++++ SUPPLIED MATERIAL

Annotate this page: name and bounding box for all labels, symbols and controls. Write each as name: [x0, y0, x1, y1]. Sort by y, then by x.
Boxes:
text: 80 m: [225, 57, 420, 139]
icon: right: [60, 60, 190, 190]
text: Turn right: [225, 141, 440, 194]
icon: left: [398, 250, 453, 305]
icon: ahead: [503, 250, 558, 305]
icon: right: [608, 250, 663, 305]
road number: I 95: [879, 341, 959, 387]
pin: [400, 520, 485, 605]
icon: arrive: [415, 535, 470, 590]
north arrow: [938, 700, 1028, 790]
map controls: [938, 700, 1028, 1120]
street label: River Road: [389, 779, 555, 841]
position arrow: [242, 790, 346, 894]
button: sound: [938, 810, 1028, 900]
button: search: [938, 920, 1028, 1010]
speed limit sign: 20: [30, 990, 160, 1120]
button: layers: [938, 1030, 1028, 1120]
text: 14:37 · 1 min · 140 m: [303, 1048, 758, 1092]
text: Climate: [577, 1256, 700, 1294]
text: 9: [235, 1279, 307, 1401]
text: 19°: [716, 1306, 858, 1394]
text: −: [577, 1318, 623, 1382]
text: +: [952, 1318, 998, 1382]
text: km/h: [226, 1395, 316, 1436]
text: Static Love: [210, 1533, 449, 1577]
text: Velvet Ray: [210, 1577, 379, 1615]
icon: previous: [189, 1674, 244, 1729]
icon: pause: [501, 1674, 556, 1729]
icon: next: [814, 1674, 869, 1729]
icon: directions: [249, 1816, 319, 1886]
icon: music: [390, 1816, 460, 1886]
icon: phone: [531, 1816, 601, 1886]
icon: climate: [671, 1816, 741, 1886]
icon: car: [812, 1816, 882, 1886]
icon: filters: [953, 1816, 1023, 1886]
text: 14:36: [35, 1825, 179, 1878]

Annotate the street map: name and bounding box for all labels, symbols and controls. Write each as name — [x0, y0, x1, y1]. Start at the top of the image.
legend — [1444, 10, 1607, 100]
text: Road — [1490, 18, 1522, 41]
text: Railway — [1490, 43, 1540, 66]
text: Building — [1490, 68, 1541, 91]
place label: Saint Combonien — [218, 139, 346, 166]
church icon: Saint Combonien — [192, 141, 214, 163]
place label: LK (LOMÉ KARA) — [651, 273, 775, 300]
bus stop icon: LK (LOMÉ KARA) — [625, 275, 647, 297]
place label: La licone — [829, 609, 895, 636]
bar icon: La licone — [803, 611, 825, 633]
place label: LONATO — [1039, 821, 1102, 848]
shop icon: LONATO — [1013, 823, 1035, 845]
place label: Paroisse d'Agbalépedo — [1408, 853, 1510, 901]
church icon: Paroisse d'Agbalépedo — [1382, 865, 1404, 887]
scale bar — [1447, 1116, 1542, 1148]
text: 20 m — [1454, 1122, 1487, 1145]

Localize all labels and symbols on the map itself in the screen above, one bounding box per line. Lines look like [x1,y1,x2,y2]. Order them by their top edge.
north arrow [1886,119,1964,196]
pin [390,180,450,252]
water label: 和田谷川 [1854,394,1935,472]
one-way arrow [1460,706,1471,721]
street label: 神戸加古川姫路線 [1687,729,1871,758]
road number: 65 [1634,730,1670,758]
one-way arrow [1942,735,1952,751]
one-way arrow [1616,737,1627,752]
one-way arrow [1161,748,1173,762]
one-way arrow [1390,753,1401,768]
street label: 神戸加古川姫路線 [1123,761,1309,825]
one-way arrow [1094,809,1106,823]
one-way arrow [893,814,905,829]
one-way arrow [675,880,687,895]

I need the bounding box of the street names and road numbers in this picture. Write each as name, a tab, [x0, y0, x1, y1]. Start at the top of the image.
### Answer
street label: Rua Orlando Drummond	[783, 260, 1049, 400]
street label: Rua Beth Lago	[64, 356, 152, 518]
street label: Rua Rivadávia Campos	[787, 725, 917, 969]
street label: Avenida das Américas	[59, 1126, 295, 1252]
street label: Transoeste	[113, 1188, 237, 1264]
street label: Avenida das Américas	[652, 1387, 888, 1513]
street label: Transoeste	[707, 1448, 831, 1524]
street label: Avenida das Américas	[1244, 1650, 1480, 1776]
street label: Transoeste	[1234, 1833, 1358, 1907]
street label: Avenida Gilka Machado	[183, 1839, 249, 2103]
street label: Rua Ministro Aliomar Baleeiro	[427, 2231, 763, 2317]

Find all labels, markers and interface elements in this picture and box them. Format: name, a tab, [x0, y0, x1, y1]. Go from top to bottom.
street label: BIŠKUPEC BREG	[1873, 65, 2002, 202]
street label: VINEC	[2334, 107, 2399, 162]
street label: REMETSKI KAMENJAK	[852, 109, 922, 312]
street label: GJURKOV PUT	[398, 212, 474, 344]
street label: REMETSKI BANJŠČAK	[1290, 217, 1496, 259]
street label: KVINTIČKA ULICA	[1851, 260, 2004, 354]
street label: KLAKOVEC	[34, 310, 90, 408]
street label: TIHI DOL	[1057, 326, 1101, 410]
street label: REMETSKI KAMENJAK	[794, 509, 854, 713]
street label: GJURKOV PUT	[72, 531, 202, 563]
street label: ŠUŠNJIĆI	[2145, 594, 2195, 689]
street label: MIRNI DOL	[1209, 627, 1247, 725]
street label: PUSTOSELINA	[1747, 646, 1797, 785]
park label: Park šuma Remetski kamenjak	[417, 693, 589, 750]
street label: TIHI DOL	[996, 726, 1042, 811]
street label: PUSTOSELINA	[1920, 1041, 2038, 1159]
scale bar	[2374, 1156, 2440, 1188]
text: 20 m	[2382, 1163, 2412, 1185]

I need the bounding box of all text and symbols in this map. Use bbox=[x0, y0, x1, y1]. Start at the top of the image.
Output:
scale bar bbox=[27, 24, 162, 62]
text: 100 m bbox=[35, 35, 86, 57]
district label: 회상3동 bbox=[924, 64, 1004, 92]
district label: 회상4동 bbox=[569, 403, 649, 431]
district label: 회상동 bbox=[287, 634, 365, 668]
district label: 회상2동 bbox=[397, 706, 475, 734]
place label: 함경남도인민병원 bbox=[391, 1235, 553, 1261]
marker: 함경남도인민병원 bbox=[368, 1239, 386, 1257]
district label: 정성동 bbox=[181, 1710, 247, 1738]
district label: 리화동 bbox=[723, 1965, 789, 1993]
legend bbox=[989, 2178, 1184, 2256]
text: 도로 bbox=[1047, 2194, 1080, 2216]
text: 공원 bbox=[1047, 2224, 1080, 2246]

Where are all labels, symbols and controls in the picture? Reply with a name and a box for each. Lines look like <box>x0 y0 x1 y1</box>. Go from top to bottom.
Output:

++++++++

▶ **PROBLEM**
Could you write out every entry above exactly as it appears?

▶ **YOUR SOLUTION**
Annotate this page: name and bounding box for all labels, symbols and controls. Write each as name: [x0, y0, x1, y1]. Sort by y, then by x.
Boxes:
text: 80 m: [225, 57, 420, 139]
icon: right: [60, 60, 190, 190]
text: Turn right: [225, 141, 440, 194]
icon: left: [398, 250, 453, 305]
icon: ahead: [503, 250, 558, 305]
icon: right: [608, 250, 663, 305]
road number: I 95: [879, 341, 959, 387]
pin: [400, 520, 485, 605]
icon: arrive: [415, 535, 470, 590]
north arrow: [938, 700, 1028, 790]
map controls: [938, 700, 1028, 1120]
street label: River Road: [389, 779, 555, 841]
position arrow: [242, 790, 346, 894]
button: sound: [938, 810, 1028, 900]
button: search: [938, 920, 1028, 1010]
speed limit sign: 20: [30, 990, 160, 1120]
button: layers: [938, 1030, 1028, 1120]
text: 14:37 · 1 min · 140 m: [303, 1048, 758, 1092]
text: Climate: [577, 1256, 700, 1294]
text: 9: [235, 1279, 307, 1401]
text: 19°: [716, 1306, 858, 1394]
text: −: [577, 1318, 623, 1382]
text: +: [952, 1318, 998, 1382]
text: km/h: [226, 1395, 316, 1436]
text: Static Love: [210, 1533, 449, 1577]
text: Velvet Ray: [210, 1577, 379, 1615]
icon: previous: [189, 1674, 244, 1729]
icon: pause: [501, 1674, 556, 1729]
icon: next: [814, 1674, 869, 1729]
icon: directions: [249, 1816, 319, 1886]
icon: music: [390, 1816, 460, 1886]
icon: phone: [531, 1816, 601, 1886]
icon: climate: [671, 1816, 741, 1886]
icon: car: [812, 1816, 882, 1886]
icon: filters: [953, 1816, 1023, 1886]
text: 14:36: [35, 1825, 179, 1878]

Annotate the street map: name and bounding box for all labels, symbols and controls. Write each as name — [x0, y0, x1, y1]. Start at the top of the image.
legend — [1444, 10, 1607, 100]
text: Road — [1490, 18, 1522, 41]
text: Railway — [1490, 43, 1540, 66]
text: Building — [1490, 68, 1541, 91]
place label: Saint Combonien — [218, 139, 346, 166]
church icon: Saint Combonien — [192, 141, 214, 163]
place label: LK (LOMÉ KARA) — [651, 273, 775, 300]
bus stop icon: LK (LOMÉ KARA) — [625, 275, 647, 297]
place label: La licone — [829, 609, 895, 636]
bar icon: La licone — [803, 611, 825, 633]
place label: LONATO — [1039, 821, 1102, 848]
shop icon: LONATO — [1013, 823, 1035, 845]
place label: Paroisse d'Agbalépedo — [1408, 853, 1510, 901]
church icon: Paroisse d'Agbalépedo — [1382, 865, 1404, 887]
scale bar — [1447, 1116, 1542, 1148]
text: 20 m — [1454, 1122, 1487, 1145]

Localize all labels and symbols on the map itself in the screen above, one bounding box per line. Lines look like [x1,y1,x2,y2]. Order them by their top edge.
north arrow [1886,119,1964,196]
pin [390,180,450,252]
water label: 和田谷川 [1854,394,1935,472]
one-way arrow [1460,706,1471,721]
street label: 神戸加古川姫路線 [1687,729,1871,758]
road number: 65 [1634,730,1670,758]
one-way arrow [1942,735,1952,751]
one-way arrow [1616,737,1627,752]
one-way arrow [1161,748,1173,762]
one-way arrow [1390,753,1401,768]
street label: 神戸加古川姫路線 [1123,761,1309,825]
one-way arrow [1094,809,1106,823]
one-way arrow [893,814,905,829]
one-way arrow [675,880,687,895]

I need the bounding box of the street names and road numbers in this picture. Write each as name, a tab, [x0, y0, x1, y1]. Start at the top of the image.
### Answer
street label: Rua Orlando Drummond	[783, 260, 1049, 400]
street label: Rua Beth Lago	[64, 356, 152, 518]
street label: Rua Rivadávia Campos	[787, 725, 917, 969]
street label: Avenida das Américas	[59, 1126, 295, 1252]
street label: Transoeste	[113, 1188, 237, 1264]
street label: Avenida das Américas	[652, 1387, 888, 1513]
street label: Transoeste	[707, 1448, 831, 1524]
street label: Avenida das Américas	[1244, 1650, 1480, 1776]
street label: Transoeste	[1234, 1833, 1358, 1907]
street label: Avenida Gilka Machado	[183, 1839, 249, 2103]
street label: Rua Ministro Aliomar Baleeiro	[427, 2231, 763, 2317]

Find all labels, markers and interface elements in this picture and box them. Format: name, a tab, [x0, y0, x1, y1]. Go from top to bottom.
street label: BIŠKUPEC BREG	[1873, 65, 2002, 202]
street label: VINEC	[2334, 107, 2399, 162]
street label: REMETSKI KAMENJAK	[852, 109, 922, 312]
street label: GJURKOV PUT	[398, 212, 474, 344]
street label: REMETSKI BANJŠČAK	[1290, 217, 1496, 259]
street label: KVINTIČKA ULICA	[1851, 260, 2004, 354]
street label: KLAKOVEC	[34, 310, 90, 408]
street label: TIHI DOL	[1057, 326, 1101, 410]
street label: REMETSKI KAMENJAK	[794, 509, 854, 713]
street label: GJURKOV PUT	[72, 531, 202, 563]
street label: ŠUŠNJIĆI	[2145, 594, 2195, 689]
street label: MIRNI DOL	[1209, 627, 1247, 725]
street label: PUSTOSELINA	[1747, 646, 1797, 785]
park label: Park šuma Remetski kamenjak	[417, 693, 589, 750]
street label: TIHI DOL	[996, 726, 1042, 811]
street label: PUSTOSELINA	[1920, 1041, 2038, 1159]
scale bar	[2374, 1156, 2440, 1188]
text: 20 m	[2382, 1163, 2412, 1185]

I need the bounding box of all text and symbols in this map. Use bbox=[x0, y0, x1, y1]. Start at the top of the image.
Output:
scale bar bbox=[27, 24, 162, 62]
text: 100 m bbox=[35, 35, 86, 57]
district label: 회상3동 bbox=[924, 64, 1004, 92]
district label: 회상4동 bbox=[569, 403, 649, 431]
district label: 회상동 bbox=[287, 634, 365, 668]
district label: 회상2동 bbox=[397, 706, 475, 734]
place label: 함경남도인민병원 bbox=[391, 1235, 553, 1261]
marker: 함경남도인민병원 bbox=[368, 1239, 386, 1257]
district label: 정성동 bbox=[181, 1710, 247, 1738]
district label: 리화동 bbox=[723, 1965, 789, 1993]
legend bbox=[989, 2178, 1184, 2256]
text: 도로 bbox=[1047, 2194, 1080, 2216]
text: 공원 bbox=[1047, 2224, 1080, 2246]

Where are all labels, symbols and controls in the picture? Reply with a name and a box for each. Lines look like <box>x0 y0 x1 y1</box>. Go from top to bottom.
Output:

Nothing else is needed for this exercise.